╭─ Data under study

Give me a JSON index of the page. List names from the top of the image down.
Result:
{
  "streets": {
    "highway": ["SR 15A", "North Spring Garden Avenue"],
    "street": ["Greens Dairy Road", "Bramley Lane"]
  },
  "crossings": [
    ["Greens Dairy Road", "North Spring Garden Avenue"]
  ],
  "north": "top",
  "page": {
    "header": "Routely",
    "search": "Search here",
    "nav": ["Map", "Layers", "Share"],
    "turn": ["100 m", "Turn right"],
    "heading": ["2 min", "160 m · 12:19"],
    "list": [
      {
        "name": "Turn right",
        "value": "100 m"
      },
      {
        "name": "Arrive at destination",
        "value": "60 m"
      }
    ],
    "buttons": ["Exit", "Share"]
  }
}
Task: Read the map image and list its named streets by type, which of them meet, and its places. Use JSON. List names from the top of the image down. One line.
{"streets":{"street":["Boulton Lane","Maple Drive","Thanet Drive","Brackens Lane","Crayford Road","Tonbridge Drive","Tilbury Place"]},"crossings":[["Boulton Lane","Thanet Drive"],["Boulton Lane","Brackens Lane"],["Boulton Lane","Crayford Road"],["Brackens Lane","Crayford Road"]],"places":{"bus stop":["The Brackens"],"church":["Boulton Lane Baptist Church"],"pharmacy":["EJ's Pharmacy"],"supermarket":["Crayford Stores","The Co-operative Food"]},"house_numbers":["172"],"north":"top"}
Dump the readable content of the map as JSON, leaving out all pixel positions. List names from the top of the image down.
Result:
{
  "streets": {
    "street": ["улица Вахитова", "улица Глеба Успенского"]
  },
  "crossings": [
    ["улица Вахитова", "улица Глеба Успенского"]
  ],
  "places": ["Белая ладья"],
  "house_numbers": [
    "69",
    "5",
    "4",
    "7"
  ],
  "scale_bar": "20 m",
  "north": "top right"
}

╰─

- [Exercise aim]:
Write out, exactly as shown, only the lines running from the one that contains "Dump the readable" to the last line above.

- [Exercise answer]:
Dump the readable content of the map as JSON, leaving out all pixel positions. List names from the top of the image down.
Result:
{
  "streets": {
    "street": ["улица Вахитова", "улица Глеба Успенского"]
  },
  "crossings": [
    ["улица Вахитова", "улица Глеба Успенского"]
  ],
  "places": ["Белая ладья"],
  "house_numbers": [
    "69",
    "5",
    "4",
    "7"
  ],
  "scale_bar": "20 m",
  "north": "top right"
}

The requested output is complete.